** Opening Dataset block **

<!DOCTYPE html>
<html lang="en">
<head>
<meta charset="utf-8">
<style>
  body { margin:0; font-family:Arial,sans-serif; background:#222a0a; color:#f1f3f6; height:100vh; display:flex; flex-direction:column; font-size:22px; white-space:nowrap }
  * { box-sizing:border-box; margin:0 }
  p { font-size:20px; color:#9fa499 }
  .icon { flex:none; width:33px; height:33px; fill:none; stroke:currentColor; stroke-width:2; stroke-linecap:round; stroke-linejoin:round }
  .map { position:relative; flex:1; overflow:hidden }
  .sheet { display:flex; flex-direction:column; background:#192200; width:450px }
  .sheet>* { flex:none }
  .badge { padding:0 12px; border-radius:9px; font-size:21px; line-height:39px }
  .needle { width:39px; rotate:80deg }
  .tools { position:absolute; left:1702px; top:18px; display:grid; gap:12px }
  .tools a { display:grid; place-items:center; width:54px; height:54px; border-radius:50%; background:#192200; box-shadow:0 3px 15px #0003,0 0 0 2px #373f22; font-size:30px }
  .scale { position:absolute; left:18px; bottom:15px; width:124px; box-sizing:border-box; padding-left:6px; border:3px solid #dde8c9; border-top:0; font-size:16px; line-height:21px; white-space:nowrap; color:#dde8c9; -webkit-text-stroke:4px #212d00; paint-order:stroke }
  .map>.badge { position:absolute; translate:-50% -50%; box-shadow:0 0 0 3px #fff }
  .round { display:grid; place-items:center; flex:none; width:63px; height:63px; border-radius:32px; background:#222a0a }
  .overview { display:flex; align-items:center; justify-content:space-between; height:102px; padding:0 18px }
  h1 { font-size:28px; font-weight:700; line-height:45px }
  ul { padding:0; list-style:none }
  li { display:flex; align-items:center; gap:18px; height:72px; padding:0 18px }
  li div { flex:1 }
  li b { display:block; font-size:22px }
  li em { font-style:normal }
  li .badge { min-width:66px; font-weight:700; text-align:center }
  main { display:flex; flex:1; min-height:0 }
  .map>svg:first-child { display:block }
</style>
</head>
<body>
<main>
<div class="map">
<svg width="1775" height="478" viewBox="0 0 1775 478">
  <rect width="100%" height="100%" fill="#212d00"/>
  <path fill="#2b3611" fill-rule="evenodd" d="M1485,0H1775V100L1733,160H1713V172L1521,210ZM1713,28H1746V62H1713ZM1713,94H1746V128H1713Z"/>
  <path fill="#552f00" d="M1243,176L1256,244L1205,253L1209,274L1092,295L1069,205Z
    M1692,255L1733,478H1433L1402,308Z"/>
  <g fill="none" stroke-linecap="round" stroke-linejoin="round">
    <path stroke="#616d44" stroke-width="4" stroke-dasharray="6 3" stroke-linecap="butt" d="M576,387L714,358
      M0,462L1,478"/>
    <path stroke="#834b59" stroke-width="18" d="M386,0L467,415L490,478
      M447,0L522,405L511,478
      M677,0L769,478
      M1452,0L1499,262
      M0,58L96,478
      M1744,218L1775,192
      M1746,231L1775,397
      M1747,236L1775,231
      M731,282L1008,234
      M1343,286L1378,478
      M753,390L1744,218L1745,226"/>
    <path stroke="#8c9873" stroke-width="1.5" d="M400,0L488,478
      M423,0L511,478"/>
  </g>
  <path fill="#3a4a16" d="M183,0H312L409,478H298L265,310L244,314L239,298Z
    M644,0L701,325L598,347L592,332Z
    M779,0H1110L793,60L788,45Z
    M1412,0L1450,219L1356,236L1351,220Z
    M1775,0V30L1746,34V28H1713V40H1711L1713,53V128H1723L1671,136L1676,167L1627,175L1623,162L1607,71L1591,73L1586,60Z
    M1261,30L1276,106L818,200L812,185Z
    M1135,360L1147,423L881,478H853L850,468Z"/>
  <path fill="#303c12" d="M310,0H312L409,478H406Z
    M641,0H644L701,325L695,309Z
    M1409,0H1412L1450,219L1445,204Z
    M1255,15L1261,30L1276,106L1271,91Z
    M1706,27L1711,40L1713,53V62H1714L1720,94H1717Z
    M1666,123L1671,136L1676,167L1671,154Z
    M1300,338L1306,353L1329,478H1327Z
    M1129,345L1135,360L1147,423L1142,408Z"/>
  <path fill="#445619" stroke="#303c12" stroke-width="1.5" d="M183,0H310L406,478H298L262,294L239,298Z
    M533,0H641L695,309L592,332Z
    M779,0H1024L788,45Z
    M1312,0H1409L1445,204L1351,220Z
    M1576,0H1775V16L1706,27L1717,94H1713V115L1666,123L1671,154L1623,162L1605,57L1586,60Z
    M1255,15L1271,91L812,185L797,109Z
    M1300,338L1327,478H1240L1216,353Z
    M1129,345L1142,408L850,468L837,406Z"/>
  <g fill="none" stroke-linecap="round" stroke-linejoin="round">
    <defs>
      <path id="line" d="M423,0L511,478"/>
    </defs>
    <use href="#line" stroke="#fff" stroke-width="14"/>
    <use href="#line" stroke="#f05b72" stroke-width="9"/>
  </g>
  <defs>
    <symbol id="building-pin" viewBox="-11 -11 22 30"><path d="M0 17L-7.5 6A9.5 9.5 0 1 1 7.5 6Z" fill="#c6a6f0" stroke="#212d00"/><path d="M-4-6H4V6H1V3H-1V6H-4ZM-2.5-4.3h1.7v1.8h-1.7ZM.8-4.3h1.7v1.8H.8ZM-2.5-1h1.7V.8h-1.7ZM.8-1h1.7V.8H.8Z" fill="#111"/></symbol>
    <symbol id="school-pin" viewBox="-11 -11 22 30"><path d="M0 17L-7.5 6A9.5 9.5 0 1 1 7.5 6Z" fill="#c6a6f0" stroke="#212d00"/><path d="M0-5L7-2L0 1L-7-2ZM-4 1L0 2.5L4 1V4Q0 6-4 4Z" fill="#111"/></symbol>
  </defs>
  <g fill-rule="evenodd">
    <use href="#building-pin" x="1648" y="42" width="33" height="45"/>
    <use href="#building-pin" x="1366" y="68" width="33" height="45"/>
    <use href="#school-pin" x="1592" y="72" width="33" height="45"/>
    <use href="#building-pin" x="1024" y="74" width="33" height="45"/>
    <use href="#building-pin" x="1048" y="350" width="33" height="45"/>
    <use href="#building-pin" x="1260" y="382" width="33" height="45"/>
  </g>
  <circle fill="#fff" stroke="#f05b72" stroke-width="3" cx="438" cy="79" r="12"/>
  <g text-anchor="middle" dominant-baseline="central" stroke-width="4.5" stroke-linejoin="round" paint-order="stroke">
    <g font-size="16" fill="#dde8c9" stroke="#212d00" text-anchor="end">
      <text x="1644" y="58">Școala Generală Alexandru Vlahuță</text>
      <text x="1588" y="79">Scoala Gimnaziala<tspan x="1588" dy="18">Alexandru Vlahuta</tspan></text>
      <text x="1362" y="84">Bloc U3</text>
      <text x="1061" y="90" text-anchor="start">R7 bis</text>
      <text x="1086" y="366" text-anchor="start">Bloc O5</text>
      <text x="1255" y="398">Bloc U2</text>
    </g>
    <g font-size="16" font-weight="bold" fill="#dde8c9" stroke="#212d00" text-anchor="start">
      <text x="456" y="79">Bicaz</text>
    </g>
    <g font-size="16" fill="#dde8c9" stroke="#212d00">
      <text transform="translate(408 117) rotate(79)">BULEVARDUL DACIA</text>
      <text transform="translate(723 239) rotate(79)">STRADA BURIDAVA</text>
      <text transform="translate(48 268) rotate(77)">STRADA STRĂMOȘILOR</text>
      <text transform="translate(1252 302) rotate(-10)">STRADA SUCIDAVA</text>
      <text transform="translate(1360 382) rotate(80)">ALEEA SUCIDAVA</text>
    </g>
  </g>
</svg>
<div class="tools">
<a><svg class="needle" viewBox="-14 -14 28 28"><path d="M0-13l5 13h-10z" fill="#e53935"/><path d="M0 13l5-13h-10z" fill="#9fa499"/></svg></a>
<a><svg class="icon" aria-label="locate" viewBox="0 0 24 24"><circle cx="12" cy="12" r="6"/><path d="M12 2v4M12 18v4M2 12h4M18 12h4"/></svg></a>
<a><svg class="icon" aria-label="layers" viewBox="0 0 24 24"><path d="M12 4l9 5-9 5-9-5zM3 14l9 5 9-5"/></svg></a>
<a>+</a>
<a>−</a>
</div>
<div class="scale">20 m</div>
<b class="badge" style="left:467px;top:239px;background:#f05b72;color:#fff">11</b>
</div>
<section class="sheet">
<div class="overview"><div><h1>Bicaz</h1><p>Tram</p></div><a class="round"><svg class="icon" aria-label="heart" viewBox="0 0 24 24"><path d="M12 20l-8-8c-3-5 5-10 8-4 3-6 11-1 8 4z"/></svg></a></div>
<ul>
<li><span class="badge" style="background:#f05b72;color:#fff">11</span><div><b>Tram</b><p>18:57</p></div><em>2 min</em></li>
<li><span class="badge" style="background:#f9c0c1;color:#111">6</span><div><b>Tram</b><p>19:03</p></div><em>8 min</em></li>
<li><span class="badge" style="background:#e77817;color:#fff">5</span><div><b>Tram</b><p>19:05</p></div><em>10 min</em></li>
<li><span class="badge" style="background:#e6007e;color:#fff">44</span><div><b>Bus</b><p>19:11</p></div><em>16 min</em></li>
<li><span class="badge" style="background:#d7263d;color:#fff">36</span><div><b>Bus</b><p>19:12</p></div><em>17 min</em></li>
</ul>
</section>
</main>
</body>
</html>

** Closing Dataset block **

Action item: Set down exactly the lines that begin the records and continue through the line bearing "position:absolute; left:18px; bottom:15px;"; include both ends.

Written solution:
<!DOCTYPE html>
<html lang="en">
<head>
<meta charset="utf-8">
<style>
  body { margin:0; font-family:Arial,sans-serif; background:#222a0a; color:#f1f3f6; height:100vh; display:flex; flex-direction:column; font-size:22px; white-space:nowrap }
  * { box-sizing:border-box; margin:0 }
  p { font-size:20px; color:#9fa499 }
  .icon { flex:none; width:33px; height:33px; fill:none; stroke:currentColor; stroke-width:2; stroke-linecap:round; stroke-linejoin:round }
  .map { position:relative; flex:1; overflow:hidden }
  .sheet { display:flex; flex-direction:column; background:#192200; width:450px }
  .sheet>* { flex:none }
  .badge { padding:0 12px; border-radius:9px; font-size:21px; line-height:39px }
  .needle { width:39px; rotate:80deg }
  .tools { position:absolute; left:1702px; top:18px; display:grid; gap:12px }
  .tools a { display:grid; place-items:center; width:54px; height:54px; border-radius:50%; background:#192200; box-shadow:0 3px 15px #0003,0 0 0 2px #373f22; font-size:30px }
  .scale { position:absolute; left:18px; bottom:15px; width:124px; box-sizing:border-box; padding-left:6px; border:3px solid #dde8c9; border-top:0; font-size:16px; line-height:21px; white-space:nowrap; color:#dde8c9; -webkit-text-stroke:4px #212d00; paint-order:stroke }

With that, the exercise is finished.